Dreyer G
Department of Obstetrics and Gynaecology, University of Pretoria, P.O. Box 667, Pretoria 0001, South Africa.
Best Pract Res Clin Obstet Gynaecol. 2005 Aug;19(4):563-76. doi: 10.1016/j.bpobgyn.2005.02.007. Epub 2005 Mar 26.
Radical abdominal hysterectomy with pelvic lymph node dissection remains the treatment of choice for most patients with early-stage cervical cancer. The radicality and extent of lymph node dissection and parametrial resection should be tailored to tumour- and patient-related risk factors. Adjuvant therapy after radical surgery improves local control in high-risk patients and some intermediate-risk patients. The absolute indications for adjuvant therapy include multiple or macroscopically involved nodes, parametrial invasion and positive surgical margins. Adjuvant therapy may be given as chemoradiation or as radiotherapy alone, depending on risk assessment and expected morbidity. Primary chemoradiation is an equally effective alternative, but adjuvant surgery or finishing hysterectomy after pelvic radiation is not beneficial. Promising new developments include neo-adjuvant chemotherapy followed by surgery for bulky early-stage disease, tailoring radicality to reduce therapeutic morbidity and integrating minimal access surgical techniques into current treatment protocols.

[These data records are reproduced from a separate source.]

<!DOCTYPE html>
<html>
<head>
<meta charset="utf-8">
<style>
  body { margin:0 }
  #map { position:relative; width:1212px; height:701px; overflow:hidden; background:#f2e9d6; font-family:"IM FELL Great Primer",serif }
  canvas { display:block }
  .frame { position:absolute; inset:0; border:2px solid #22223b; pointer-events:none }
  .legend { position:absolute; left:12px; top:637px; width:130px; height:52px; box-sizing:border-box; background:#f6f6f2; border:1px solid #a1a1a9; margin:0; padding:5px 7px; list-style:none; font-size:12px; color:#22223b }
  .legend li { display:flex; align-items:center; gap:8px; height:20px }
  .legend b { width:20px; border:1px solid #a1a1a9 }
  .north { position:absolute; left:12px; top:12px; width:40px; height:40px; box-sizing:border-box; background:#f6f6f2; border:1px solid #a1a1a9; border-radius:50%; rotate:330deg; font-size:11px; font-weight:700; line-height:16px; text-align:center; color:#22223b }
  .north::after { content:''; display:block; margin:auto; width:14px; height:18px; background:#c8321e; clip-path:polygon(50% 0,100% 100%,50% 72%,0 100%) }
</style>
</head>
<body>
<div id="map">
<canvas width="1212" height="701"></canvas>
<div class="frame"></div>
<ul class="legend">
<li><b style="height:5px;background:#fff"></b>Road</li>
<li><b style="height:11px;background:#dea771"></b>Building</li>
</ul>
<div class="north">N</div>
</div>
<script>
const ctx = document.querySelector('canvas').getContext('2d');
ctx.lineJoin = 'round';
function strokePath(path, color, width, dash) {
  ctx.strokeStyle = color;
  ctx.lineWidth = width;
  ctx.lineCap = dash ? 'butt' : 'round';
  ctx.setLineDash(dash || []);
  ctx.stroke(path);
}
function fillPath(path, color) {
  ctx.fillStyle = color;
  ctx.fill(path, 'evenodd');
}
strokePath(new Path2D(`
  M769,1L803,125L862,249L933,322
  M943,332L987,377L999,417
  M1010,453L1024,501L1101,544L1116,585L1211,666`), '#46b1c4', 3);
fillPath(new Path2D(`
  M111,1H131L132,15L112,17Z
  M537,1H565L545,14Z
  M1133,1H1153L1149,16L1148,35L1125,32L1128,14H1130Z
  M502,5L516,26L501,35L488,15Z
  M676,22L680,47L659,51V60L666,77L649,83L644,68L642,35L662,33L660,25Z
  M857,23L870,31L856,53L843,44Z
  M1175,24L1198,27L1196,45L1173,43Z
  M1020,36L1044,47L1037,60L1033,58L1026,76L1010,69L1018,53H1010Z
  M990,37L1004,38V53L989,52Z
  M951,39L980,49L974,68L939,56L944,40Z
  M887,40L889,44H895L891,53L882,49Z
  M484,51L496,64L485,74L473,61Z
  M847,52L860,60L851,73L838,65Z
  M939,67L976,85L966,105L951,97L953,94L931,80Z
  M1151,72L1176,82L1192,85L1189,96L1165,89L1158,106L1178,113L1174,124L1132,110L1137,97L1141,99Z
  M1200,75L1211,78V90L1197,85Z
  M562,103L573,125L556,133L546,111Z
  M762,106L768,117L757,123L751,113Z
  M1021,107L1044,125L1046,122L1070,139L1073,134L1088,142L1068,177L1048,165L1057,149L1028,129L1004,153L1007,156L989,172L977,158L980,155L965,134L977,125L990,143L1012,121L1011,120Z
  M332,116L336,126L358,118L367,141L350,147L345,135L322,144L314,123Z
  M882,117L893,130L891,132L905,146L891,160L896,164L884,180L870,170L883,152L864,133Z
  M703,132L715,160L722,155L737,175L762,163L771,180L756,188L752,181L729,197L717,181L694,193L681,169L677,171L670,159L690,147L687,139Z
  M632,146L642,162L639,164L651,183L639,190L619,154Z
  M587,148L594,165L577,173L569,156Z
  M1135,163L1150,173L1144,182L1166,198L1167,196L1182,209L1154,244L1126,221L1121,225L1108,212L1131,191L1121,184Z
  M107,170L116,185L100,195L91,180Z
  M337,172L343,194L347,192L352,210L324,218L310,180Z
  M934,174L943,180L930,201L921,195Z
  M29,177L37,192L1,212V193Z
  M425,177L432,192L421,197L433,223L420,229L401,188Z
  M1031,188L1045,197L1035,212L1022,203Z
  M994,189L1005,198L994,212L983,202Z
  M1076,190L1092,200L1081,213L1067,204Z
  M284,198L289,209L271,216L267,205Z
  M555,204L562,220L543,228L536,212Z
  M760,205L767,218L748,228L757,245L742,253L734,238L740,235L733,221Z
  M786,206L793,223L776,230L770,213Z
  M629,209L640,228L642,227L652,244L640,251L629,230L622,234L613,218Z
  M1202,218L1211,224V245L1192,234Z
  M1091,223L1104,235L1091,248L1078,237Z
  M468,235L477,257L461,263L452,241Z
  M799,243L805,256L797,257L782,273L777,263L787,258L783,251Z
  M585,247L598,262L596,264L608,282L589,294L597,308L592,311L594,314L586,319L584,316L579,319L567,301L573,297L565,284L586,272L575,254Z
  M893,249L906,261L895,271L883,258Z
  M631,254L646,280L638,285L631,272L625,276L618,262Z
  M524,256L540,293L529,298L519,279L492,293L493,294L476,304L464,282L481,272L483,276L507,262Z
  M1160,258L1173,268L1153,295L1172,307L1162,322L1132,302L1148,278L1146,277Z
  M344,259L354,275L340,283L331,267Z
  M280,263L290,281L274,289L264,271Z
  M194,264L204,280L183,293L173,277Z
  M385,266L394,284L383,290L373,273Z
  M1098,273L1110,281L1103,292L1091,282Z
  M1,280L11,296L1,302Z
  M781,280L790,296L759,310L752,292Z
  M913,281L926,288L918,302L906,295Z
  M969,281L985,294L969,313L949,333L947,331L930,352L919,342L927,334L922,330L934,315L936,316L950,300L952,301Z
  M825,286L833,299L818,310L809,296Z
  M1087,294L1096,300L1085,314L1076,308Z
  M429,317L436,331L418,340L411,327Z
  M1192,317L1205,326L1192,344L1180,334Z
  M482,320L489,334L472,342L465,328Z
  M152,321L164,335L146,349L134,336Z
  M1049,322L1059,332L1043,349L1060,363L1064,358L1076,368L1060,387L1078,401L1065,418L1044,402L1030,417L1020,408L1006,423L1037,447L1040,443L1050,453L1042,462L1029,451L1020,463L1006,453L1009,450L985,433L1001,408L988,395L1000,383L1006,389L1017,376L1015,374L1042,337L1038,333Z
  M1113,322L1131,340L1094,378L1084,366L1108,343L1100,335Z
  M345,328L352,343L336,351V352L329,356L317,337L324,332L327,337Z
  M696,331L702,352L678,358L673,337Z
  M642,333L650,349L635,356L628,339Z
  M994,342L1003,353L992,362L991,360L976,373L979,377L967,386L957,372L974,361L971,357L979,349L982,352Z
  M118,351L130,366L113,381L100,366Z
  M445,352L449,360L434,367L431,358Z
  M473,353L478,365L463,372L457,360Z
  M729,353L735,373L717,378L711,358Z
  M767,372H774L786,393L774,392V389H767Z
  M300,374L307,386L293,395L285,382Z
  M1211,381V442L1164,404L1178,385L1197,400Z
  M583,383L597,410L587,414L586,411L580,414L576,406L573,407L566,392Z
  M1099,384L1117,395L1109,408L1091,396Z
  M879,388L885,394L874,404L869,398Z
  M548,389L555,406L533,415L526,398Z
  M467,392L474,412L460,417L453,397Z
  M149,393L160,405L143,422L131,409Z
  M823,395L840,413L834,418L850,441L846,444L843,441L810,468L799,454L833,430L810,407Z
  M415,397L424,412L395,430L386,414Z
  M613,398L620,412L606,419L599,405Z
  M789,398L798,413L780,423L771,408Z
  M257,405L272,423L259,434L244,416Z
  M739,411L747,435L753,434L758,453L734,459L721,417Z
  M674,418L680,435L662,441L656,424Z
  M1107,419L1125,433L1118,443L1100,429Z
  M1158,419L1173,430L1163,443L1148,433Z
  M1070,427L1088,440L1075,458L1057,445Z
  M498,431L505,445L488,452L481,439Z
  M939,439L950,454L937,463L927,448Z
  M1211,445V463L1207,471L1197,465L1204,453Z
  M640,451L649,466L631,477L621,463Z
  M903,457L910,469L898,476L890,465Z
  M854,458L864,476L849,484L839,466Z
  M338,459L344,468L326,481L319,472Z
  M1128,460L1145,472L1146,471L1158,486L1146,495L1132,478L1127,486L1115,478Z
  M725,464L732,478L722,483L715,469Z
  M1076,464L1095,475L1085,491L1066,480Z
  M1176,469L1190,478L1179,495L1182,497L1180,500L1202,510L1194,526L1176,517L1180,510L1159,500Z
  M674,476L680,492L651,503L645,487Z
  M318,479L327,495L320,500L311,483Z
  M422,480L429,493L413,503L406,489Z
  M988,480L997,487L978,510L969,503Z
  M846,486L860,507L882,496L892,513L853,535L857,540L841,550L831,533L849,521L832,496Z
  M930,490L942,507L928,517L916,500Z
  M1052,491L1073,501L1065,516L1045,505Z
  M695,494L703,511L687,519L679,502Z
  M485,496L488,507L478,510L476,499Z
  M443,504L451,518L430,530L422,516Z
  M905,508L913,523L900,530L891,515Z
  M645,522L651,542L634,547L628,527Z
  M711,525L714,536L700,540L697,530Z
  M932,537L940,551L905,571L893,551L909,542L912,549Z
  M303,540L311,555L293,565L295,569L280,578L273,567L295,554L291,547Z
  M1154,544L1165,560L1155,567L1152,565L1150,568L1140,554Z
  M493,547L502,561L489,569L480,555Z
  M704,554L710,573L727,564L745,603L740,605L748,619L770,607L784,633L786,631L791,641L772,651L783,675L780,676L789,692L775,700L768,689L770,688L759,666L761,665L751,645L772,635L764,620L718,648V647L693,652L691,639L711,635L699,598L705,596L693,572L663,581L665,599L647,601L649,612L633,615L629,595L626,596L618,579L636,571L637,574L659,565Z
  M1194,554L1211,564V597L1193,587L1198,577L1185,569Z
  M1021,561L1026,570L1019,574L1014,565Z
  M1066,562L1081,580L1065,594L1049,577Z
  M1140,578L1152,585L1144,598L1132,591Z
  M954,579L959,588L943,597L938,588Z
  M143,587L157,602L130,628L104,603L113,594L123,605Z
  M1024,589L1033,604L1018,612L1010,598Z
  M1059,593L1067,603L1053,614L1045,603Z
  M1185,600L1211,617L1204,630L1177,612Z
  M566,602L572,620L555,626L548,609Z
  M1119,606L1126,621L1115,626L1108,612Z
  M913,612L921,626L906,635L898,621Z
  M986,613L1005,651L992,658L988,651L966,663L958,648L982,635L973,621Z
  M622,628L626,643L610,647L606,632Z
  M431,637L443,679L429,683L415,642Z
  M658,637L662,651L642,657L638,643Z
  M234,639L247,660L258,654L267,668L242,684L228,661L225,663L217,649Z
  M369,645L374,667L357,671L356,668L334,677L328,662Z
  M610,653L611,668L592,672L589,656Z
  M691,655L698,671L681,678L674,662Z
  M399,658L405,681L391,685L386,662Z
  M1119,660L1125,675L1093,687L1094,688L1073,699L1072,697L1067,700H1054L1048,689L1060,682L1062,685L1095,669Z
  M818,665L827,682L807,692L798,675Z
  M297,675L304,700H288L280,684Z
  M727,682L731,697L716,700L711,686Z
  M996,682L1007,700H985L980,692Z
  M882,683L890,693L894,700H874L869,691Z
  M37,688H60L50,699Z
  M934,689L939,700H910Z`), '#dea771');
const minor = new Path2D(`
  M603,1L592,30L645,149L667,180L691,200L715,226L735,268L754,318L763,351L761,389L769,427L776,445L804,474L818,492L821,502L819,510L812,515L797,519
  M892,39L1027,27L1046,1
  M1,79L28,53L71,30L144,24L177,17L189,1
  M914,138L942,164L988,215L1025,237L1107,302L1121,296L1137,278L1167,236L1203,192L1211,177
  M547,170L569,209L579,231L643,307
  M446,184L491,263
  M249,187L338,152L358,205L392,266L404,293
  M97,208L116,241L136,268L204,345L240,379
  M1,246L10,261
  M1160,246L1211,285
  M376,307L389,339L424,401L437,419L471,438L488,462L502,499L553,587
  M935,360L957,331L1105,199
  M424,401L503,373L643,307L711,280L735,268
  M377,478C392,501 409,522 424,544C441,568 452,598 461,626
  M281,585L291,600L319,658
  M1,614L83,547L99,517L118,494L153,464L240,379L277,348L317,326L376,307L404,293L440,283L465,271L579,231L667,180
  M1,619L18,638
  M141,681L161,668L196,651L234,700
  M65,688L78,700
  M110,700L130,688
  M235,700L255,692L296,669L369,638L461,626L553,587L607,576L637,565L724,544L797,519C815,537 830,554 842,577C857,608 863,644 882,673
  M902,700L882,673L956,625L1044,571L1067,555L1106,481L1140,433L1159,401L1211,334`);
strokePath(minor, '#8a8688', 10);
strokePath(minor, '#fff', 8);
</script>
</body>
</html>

根治性腹式子宫切除术加盆腔淋巴结清扫术仍是大多数早期宫颈癌患者的首选治疗方法。淋巴结清扫和宫旁组织切除的根治程度应根据肿瘤和患者相关风险因素进行调整。根治性手术后的辅助治疗可改善高危患者和部分中危患者的局部控制。辅助治疗的绝对指征包括多个或肉眼可见受累淋巴结、宫旁浸润和手术切缘阳性。辅助治疗可采用放化疗或单纯放疗,具体取决于风险评估和预期发病率。原发性放化疗是一种同样有效的替代方法,但盆腔放疗后进行辅助手术或完成子宫切除术并无益处。有前景的新进展包括对体积较大的早期疾病先进行新辅助化疗再行手术、根据情况调整根治程度以降低治疗相关发病率以及将微创外科技术融入当前治疗方案。